Btrfs for Rawhide users?

This article brought to you by LWN subscribers

Subscribers to LWN.net made this article — and everything that surrounds it — possible. If you appreciate our content, please buy a subscription and make the next set of articles possible.

By Jonathan Corbet
November 18, 2009
Your editor stopped using Rawhide (the Fedora development distribution) after things melted down spectacularly back in July. Since then, problems have been scarce but all that stability on the desktop has proved to be seriously boring. Additionally, running a stable distribution can make it harder to test leading-edge project releases. So your editor has been looking to return to a development distribution on the desktop as soon as time allows and things look safe enough. Rawhide's worst problems are far behind it for now; it might just be safe to go back into the water, though the beginning of the Fedora 13 development cycle could add some excitement. As an added incentive, the Fedora developers now are considering mixing in Btrfs snapshots as an optional feature; use of an experimental filesystem might not seem like the way to improve stability, but Btrfs could, in fact, make life easier for Rawhide testers.

It is worth noting at the outset that Fedora is not, yet, considering using Btrfs in Rawhide by default. What has been proposed, instead, is the implementation of a "system rollback" feature for Rawhide users who are crazy enough to install on Btrfs despite its young and immature state. If this feature works out, it could remove much of the risk of tracking Rawhide and begin the exploration of a new capability which could prove highly useful for Linux users in general in the future.

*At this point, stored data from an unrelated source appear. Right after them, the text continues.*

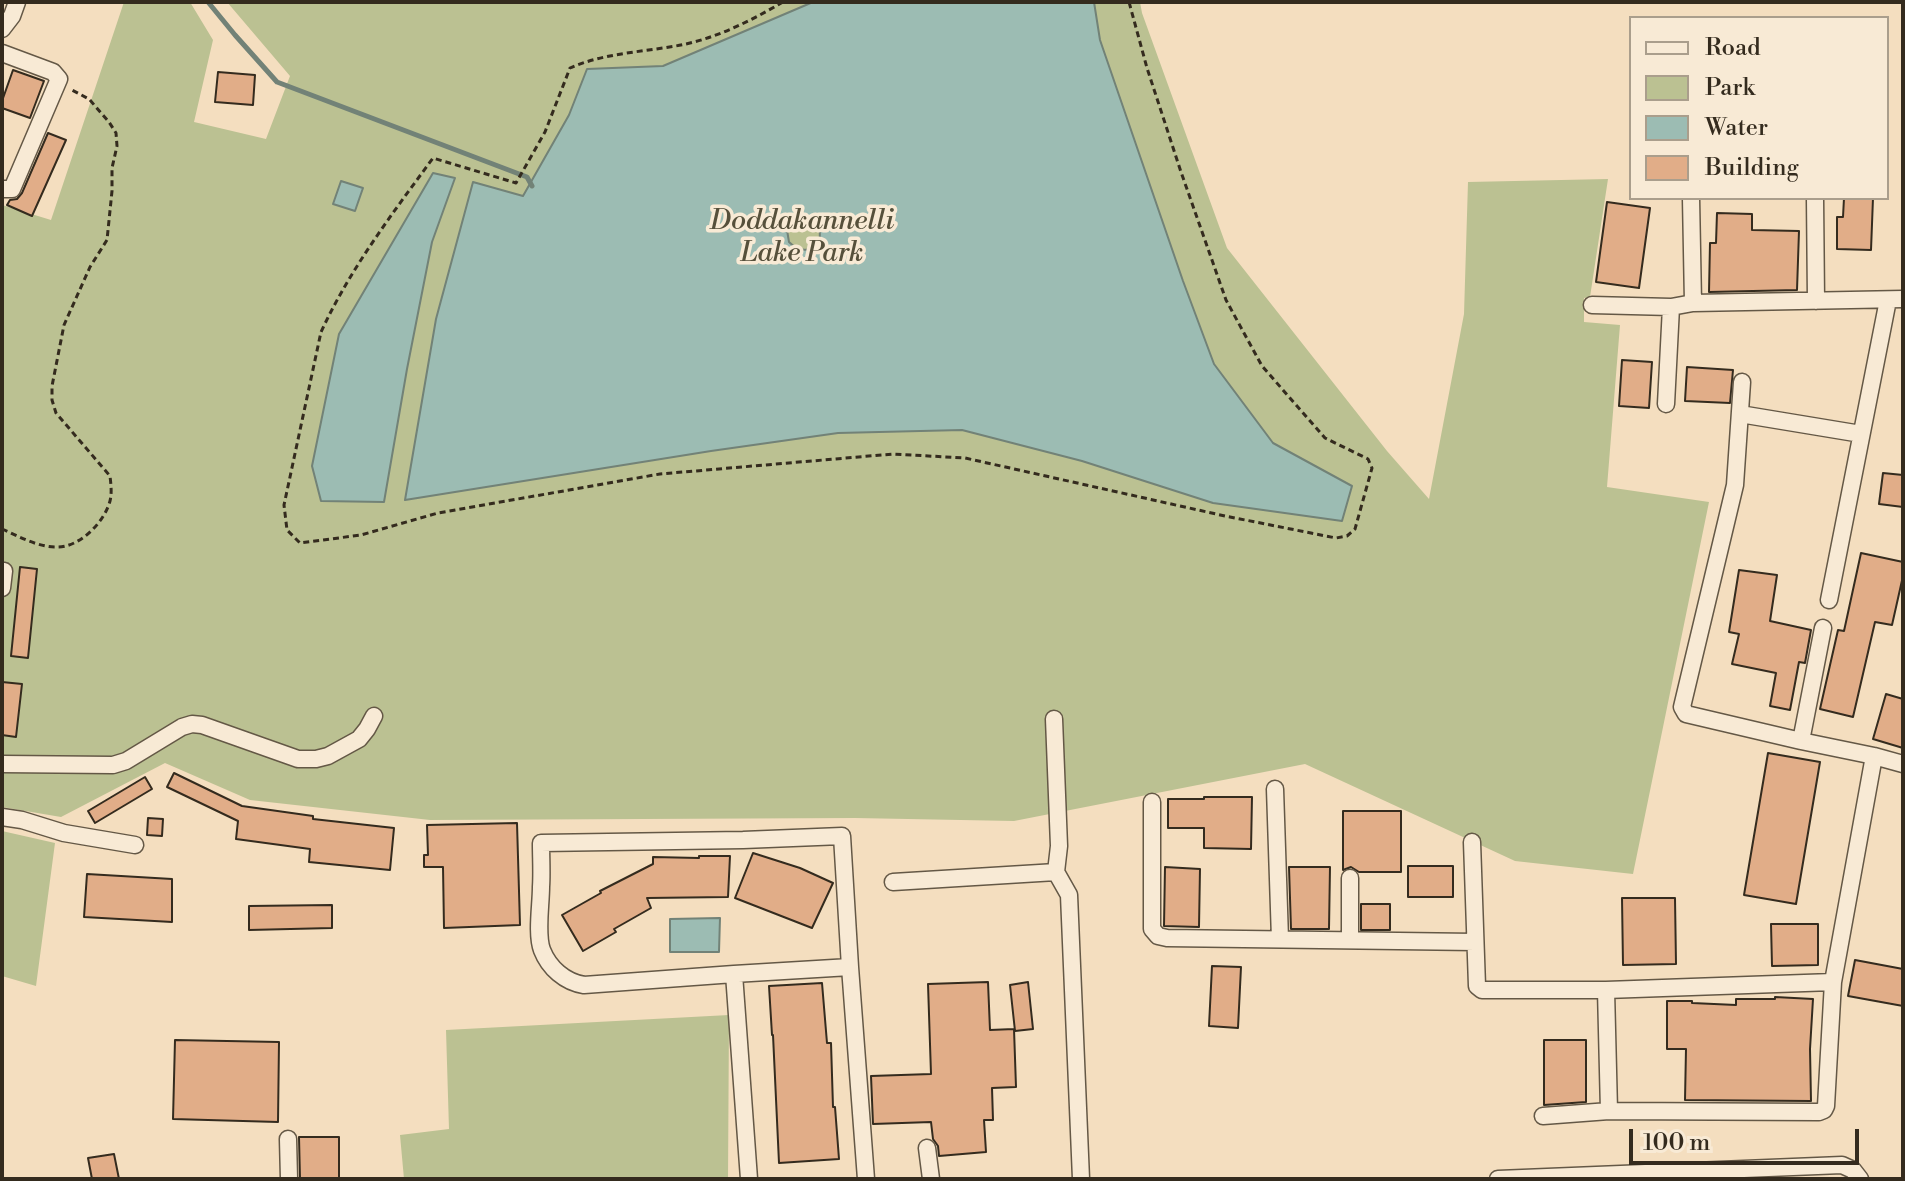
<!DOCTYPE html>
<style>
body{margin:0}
#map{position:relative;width:1905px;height:1181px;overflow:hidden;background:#f4debf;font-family:"Libre Bodoni",serif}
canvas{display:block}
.frame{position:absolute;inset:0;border:4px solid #342b1e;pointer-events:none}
.legend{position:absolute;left:1629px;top:16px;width:260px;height:184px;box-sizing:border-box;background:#f8ead5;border:2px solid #aa9e8c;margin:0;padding:10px 14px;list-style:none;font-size:24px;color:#342b1e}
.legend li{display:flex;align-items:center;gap:16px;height:40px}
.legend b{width:40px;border:2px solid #aa9e8c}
.scale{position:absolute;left:1629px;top:1129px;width:230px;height:36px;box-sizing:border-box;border:4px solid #342b1e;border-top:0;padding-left:10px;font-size:24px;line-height:28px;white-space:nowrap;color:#342b1e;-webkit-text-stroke:6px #f8ead5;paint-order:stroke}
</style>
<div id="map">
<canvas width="1905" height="1181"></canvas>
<div class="frame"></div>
<ul class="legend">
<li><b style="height:10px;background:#f8ead5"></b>Road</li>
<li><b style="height:22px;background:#bbc192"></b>Park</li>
<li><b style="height:22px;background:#9cbcb3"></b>Water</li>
<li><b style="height:22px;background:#e1ad88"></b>Building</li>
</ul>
<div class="scale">100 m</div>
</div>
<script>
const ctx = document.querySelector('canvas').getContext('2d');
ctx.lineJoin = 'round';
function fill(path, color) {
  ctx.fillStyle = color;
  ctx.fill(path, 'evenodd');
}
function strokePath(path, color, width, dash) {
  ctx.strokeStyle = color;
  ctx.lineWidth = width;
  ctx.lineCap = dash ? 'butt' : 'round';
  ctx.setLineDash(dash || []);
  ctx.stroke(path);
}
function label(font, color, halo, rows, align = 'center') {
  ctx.font = font + ' "Libre Bodoni",serif';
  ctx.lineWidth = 7;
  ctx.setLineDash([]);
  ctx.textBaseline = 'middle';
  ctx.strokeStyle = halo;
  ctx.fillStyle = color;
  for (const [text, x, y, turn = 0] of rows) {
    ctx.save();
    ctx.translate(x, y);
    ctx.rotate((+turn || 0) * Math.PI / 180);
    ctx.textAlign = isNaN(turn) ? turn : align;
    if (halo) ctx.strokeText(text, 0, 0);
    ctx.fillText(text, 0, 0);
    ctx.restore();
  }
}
const green = new Path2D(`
 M124 2H190L213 40 194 122 266 139 290 76 227 2H1140L1142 13 1227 248 1387 451 1429 499 1464 314 1468 182 1608 179 1590 297 1584 298V322L1620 325 1607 487 1709 502 1633 874 1515 861 1305 764 1014 821 855 818 430 820 250 800 165 763 61 817 2 807V205L51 220Z
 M2 831 55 843 36 986 2 976Z
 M729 1015 728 1179H404L400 1135 449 1129 446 1030Z`);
const water = new Path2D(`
 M813 2H1094L1100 40 1183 281 1214 364 1273 443 1352 486 1342 521 1213 503 1082 461 962 430 838 433 711 451 405 500 436 319 473 182 523 196 569 115 587 69 663 66ZM805 217 816 222C829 244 807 260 789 242L787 230 794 221Z
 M433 173 455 178 432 242 407 369 384 502 321 501 312 466 339 334Z
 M341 181 363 188 355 211 333 204Z
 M720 918 719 952H670V919Z`);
const stream = new Path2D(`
 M208 2 235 35 277 82 527 177 532 186`);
const building = new Path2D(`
 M13 70 44 81 30 118 2 108V101Z
 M218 72 255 75 253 105 215 102Z
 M48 133 66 140 32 216 7 205 10 200 17 199 22 193Z
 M1844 198H1873L1871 250 1837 249V217H1843Z
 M1607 202 1650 208 1639 288 1596 282Z
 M1717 213 1752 214V230L1799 231 1797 290 1709 292 1710 243H1716Z
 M1622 360 1652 362 1649 408 1619 406Z
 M1687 367 1733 370 1730 403 1685 401Z
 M1883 473 1903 475V507L1879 504Z
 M1861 553 1903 562V576L1892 625 1875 622 1853 717 1820 709 1838 630 1844 631Z
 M20 567 37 569 28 658 11 656Z
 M1739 570 1777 575 1770 621 1811 630 1805 663 1799 662 1790 710 1770 706 1776 673 1732 664 1739 634 1729 632Z
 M2 682 22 684 16 737 2 735Z
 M1886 694 1903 699V748L1873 739Z
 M1768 753 1820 762 1796 904 1744 895Z
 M174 773 242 806 313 816V819L394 828 390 870 309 862 310 849 236 839 238 821 167 787Z
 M145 777 152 789 95 823 88 811Z
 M1204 797H1252L1251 849 1204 848V828H1168V799H1204Z
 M1343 811H1401V872H1359L1351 867 1343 870Z
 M148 818 163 819 162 836 147 835Z
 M517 823 520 925 444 928 443 867H424V855H428L427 825Z
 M753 853 800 868 833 883 812 928 735 898Z
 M699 856H730L728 897 647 898 651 908 614 929 616 932 583 951 562 915 601 893 600 891 653 864V857L699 858Z
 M1408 866H1453V897H1408Z
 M1165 867 1200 869 1199 927 1164 926Z
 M1289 867H1330L1329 929H1291Z
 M87 874 172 879V922L84 917Z
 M1622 898H1675L1676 964 1623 965Z
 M1361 904H1390V930H1361Z
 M332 905V928L249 930V906Z
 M1771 924H1818V965L1772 966Z
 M1855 960 1903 969V1006L1848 996Z
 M1212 966 1241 967 1238 1028 1209 1026Z
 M988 982 990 1030 1014 1029 1016 1087 992 1088 993 1120H984L986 1152 939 1156 938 1146 933 1139 931 1122 873 1124 871 1076 931 1074 928 984Z
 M1028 982 1033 1029 1015 1031 1010 985Z
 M822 983 827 1043H831L833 1107H835L839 1159 779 1163 773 1035H772L769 986Z
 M1775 997 1813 999 1810 1049 1811 1101 1685 1100 1686 1049H1667V1001H1692V1003L1736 1005V999H1775Z
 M175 1040 279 1042 278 1122 173 1119Z
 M1544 1040H1586V1102L1544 1105Z
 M299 1137H339V1179H300Z
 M114 1154 119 1179H92L88 1158Z`);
const path = new Path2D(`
 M783 2C752 20 721 36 686 44 648 52 606 52 570 68L545 132 516 183 433 158C392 214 350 269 321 332L284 505 287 530 300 543 361 535 438 513 660 474 893 454 965 458 1225 516 1336 538 1347 536 1355 529 1372 468 1368 459 1325 438 1262 366 1226 300 1181 172 1147 68 1129 2
 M2 529C18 536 37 547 56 547 79 548 104 523 110 501 112 493 111 485 110 476L56 413 52 400V386L64 325 90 267 107 240 112 191V168L117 146 116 133 109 122 89 99 70 89`);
const minor = new Path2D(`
 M2 29 12 16 17 2
 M2 53 53 72 59 79 12 189H2
 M1691 198 1693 303
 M1815 198 1816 301
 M1592 305 1671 307 1693 303 1903 299
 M1742 382 1735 485 1682 707 1686 714 1801 741 1874 756 1903 764
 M1666 404 1671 307
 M1740 414 1861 434
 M2 588 4 571
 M1829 600 1888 300
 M1054 719 1059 846 1056 872
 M1801 741 1823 628
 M2 764 113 765 126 761 182 727 192 724 202 725 298 759H316L328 756 359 739 367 729 374 716
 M1275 789 1280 939
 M1152 802V929L1158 936 1167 938 1475 942
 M2 817 22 820 64 833 135 845
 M1472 842 1477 986 1482 990H1606L1833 982
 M1350 878V940
 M893 882 1056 872 1069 895 1081 1179
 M734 974 850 967
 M1606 990 1609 1111 1819 1112 1824 1110 1826 1106 1833 982 1874 756
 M1543 1116 1609 1111
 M288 1139 289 1179
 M927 1148 931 1179
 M749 1179 734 974 584 985C565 982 549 968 542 950 536 934 541 905 541 887 542 873 541 858 541 843L743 840 842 836 850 967 866 1179
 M1498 1179 1842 1165 1853 1170 1860 1179`);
const parkNames = [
 ["Doddakannelli",802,222],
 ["Lake Park",802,254]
];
fill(green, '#bbc192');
fill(water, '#9cbcb3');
strokePath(water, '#728277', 2);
strokePath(stream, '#728277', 5);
fill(building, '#e1ad88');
strokePath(building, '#342b1e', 2);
strokePath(minor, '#645846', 19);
strokePath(path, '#342b1e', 3, [6, 4]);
strokePath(minor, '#f8ead5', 16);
label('italic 28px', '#56503b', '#f8ead5', parkNames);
</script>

One of the many features provided by Btrfs is copy-on-write snapshots. At any time, it is possible to freeze an image of the state of the filesystem. Snapshots are cheap - at creation time, their cost is almost zero. As changes are made to the filesystem, copies will be made of modified blocks while the snapshot remains unchanged. One can certainly fill a filesystem through use of the snapshot facility - and filling Btrfs filesystems remains a bit of a hazardous thing to do - but Btrfs will share data between snapshots for as long as possible.

The value of snapshots to system administrators is fairly obvious: a snapshot can be taken immediately prior to an operating system upgrade. Should that upgrade turn out to be less of a step forward than had been hoped, the filesystem can simply be reverted back to its pre-upgrade state. The days of digging around for older versions of a broken packages - perhaps with the assistance of a rescue disk - should be long gone.

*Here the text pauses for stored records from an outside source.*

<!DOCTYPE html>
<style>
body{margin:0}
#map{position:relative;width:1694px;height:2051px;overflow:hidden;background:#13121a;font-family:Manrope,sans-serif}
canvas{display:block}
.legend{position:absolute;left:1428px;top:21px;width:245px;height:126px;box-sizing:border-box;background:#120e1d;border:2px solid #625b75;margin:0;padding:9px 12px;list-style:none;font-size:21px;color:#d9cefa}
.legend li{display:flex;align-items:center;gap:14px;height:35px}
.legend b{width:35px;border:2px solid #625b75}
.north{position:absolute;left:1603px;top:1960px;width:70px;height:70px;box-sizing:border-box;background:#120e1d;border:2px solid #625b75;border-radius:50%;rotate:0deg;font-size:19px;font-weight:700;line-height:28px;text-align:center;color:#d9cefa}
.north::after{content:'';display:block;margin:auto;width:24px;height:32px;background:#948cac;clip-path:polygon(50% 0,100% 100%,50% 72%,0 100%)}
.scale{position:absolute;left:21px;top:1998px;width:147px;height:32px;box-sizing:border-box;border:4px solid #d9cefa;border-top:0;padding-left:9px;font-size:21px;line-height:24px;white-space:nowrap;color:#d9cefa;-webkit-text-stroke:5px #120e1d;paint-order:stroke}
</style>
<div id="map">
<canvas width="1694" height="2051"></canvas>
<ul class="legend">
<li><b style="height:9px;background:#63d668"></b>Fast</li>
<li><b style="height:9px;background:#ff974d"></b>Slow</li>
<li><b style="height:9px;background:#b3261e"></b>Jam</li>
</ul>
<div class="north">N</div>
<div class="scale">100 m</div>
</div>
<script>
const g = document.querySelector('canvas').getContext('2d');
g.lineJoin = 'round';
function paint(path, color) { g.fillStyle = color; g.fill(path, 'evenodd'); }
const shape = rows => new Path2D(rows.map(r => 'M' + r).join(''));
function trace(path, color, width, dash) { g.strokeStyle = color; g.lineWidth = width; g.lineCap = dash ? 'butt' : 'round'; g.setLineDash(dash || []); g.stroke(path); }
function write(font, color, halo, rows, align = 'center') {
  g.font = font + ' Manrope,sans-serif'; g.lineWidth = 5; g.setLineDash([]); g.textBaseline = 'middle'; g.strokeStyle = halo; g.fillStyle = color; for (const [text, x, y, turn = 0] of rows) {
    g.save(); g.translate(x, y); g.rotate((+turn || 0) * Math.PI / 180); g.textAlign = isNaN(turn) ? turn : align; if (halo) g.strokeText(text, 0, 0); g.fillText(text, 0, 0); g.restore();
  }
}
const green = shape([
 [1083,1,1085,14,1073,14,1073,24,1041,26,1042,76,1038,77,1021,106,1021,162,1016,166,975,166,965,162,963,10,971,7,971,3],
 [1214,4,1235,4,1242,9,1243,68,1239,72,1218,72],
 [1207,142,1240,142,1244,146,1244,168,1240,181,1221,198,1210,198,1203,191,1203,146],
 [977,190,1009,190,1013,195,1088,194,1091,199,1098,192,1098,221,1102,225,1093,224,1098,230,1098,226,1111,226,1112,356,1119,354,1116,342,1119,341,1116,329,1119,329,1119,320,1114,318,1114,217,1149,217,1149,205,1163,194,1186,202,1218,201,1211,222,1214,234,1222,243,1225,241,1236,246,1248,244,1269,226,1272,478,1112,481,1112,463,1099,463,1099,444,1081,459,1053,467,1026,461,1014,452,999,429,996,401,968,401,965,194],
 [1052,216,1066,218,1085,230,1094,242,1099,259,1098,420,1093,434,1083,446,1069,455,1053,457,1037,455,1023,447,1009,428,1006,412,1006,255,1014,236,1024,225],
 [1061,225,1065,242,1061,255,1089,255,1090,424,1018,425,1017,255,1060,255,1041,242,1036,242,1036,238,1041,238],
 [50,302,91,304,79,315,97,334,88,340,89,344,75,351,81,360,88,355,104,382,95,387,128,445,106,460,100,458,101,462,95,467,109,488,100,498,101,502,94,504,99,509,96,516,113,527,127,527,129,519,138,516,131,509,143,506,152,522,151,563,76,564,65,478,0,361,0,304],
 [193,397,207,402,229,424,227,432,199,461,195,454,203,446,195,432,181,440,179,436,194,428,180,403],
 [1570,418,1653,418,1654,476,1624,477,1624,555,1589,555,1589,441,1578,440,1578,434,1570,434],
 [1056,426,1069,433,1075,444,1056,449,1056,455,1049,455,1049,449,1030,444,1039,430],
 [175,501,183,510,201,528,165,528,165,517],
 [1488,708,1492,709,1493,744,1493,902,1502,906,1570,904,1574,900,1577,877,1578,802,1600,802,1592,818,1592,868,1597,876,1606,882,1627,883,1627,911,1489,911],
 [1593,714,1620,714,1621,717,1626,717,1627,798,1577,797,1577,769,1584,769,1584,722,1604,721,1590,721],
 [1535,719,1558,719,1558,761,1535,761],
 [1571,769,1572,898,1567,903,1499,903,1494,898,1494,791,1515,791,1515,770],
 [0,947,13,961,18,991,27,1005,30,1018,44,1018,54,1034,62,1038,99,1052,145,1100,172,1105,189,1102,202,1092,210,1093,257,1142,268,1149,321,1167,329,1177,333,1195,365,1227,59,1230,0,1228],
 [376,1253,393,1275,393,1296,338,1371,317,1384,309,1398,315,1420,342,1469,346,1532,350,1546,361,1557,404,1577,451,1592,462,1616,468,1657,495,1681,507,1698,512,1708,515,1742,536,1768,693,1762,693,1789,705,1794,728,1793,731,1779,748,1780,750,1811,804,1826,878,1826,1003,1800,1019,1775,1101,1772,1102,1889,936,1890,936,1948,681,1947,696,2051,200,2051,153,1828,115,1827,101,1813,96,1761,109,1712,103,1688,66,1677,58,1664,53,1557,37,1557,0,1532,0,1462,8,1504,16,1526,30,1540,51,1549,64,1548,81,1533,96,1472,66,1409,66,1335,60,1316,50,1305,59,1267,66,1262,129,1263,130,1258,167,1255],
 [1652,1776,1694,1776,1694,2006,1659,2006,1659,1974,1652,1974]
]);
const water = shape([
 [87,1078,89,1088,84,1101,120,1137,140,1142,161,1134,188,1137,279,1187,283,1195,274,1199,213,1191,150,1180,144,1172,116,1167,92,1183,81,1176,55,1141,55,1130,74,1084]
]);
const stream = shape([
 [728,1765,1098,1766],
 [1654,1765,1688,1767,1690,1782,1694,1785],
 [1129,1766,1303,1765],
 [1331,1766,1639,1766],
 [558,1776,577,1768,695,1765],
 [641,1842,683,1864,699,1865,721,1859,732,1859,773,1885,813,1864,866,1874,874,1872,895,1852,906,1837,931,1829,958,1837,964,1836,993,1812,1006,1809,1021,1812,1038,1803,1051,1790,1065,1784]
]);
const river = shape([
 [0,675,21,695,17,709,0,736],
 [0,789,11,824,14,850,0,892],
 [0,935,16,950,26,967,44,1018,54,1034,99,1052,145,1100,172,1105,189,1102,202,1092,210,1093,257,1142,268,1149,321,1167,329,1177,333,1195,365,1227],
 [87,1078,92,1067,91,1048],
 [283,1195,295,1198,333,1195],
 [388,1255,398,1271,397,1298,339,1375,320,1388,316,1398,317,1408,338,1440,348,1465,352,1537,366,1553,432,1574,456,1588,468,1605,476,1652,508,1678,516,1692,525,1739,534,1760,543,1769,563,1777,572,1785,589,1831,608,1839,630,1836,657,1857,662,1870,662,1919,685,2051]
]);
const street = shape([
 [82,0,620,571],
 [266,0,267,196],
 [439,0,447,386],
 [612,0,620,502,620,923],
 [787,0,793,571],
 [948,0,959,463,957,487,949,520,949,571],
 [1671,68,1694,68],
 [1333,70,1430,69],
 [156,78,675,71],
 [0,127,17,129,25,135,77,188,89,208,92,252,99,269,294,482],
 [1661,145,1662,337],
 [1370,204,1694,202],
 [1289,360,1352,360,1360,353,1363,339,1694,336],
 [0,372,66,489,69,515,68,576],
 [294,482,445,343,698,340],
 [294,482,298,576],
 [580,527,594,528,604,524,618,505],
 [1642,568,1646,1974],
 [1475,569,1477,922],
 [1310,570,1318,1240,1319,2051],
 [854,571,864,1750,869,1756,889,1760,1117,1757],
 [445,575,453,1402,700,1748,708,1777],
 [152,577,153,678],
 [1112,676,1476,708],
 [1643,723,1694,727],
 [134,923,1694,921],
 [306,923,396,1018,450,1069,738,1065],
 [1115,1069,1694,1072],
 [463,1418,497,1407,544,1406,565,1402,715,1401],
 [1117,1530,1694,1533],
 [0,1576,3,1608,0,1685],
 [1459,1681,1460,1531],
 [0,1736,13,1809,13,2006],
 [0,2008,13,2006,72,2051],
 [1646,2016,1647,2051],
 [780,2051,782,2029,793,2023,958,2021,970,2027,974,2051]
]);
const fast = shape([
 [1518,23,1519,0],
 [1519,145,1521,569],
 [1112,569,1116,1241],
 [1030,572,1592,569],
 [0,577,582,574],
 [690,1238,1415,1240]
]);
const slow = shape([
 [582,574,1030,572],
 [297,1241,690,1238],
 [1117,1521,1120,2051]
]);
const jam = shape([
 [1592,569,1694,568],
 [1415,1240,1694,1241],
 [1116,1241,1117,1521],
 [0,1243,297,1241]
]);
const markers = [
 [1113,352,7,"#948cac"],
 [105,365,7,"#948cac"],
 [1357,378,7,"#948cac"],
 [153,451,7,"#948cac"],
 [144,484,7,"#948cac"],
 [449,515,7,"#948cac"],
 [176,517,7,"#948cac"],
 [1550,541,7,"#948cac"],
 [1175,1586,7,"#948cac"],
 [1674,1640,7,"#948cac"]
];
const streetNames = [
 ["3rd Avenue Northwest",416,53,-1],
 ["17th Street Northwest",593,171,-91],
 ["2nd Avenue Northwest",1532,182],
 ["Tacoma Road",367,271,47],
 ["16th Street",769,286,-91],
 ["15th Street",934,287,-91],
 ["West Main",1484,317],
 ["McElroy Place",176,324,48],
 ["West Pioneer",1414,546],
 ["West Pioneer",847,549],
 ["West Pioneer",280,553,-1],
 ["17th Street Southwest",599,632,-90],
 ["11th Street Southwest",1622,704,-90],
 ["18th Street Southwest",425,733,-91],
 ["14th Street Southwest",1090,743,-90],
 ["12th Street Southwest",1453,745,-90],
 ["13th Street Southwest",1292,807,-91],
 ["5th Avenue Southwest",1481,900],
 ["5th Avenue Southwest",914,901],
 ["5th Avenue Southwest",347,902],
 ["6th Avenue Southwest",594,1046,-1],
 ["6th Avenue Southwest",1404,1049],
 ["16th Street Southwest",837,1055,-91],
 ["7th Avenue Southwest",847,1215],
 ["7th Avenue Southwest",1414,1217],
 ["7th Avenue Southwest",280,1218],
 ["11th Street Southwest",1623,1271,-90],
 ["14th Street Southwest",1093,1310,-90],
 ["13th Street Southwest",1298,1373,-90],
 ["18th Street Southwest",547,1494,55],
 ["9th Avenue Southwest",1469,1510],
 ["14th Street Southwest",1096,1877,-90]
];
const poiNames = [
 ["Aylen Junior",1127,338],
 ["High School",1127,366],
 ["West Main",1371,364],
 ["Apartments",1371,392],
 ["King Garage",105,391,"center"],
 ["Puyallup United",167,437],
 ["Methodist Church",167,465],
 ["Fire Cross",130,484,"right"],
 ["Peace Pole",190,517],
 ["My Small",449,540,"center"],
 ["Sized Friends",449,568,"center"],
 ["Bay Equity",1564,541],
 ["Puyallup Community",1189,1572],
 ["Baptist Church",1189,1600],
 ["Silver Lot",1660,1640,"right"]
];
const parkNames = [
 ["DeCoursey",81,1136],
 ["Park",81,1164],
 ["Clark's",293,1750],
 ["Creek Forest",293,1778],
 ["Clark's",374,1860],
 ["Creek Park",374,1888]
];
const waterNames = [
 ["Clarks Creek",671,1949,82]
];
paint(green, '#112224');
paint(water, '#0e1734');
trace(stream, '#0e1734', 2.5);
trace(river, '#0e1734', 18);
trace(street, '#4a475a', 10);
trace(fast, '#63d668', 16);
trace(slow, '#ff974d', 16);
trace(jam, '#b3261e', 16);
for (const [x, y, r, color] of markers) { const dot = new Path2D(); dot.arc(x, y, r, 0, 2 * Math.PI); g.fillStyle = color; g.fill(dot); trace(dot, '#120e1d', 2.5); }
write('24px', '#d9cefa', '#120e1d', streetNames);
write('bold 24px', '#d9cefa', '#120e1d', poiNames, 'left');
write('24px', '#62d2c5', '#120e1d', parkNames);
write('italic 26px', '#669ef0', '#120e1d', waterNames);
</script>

That said, there are a number of details which need to be worked out before snapshots can be made ready even for Rawhide users, much less the wider user community. Perhaps the biggest problem is that Btrfs snapshots cover the entire filesystem, so reverting to an older state will lose all changes made to the filesystem in the meantime. If a system update fails to boot, dumping the update seems like a straightforward choice - there will be no other changes to lose. But going back to a snapshot after the system has been running for a while could lose a fair amount of work, log data, etc. along with the unwelcome changes. One can always cherry-pick changed files after reverting to the snapshot, but that would be a tedious and error-prone process.

There are a lot of user interface details to take care of as well. Tools need to be created to allow administrators to look at existing snapshots, mount them for examination, clean them up, and so on. Btrfs will probably have to be extended with a concept of a user-selectable "default" snapshot for each filesystem. Grub needs some work for boot-time snapshot selection. There is also talk of eventually adding snapshot-browsing support to Nautilus as well.

Snapshots will clearly be a useful feature for Linux in the future. Back in your editor's system administration days, backup tapes were occasionally used to recover from disk disasters, but much more frequently used to help users recover from "fat-finger" incidents. Snapshots are not true backups, but they should certainly be useful as a quick error-recovery mechanism. Your editor is looking forward to the day when his system always supports a series of snapshots allowing the recent state of the filesystem to be recovered.

A snapshot is a heavyweight tool for dealing with system upgrade problems, though. In the longer term, it would make sense to have better rollback support built into the package management system itself. Interestingly, Yum and RPM have had some rollback support in the past, but that feature does not seem to be well supported now. Providing rollback support at this level is a hard problem, to say the least, but solving that problem would put a powerful tool into the hands of Linux system administrators.

In the absence of this feature, filesystem-level snapshots will have to do; certainly they are a major improvement over what we have now. In the short term, potential users should remain aware that Btrfs is a very young filesystem, and that snapshots may not be a viable recovery mechanism if the filesystem itself gets corrupted. In the longer term, though, there will be a day when we will wonder how we ever used our systems without this feature. The work being done by the Fedora developers is an important step in that direction.


(Log in to post comments)

Btrfs for Rawhide users?

Posted Nov 19, 2009 2:05 UTC (Thu) by JoeBuck (guest, #2330) [Link]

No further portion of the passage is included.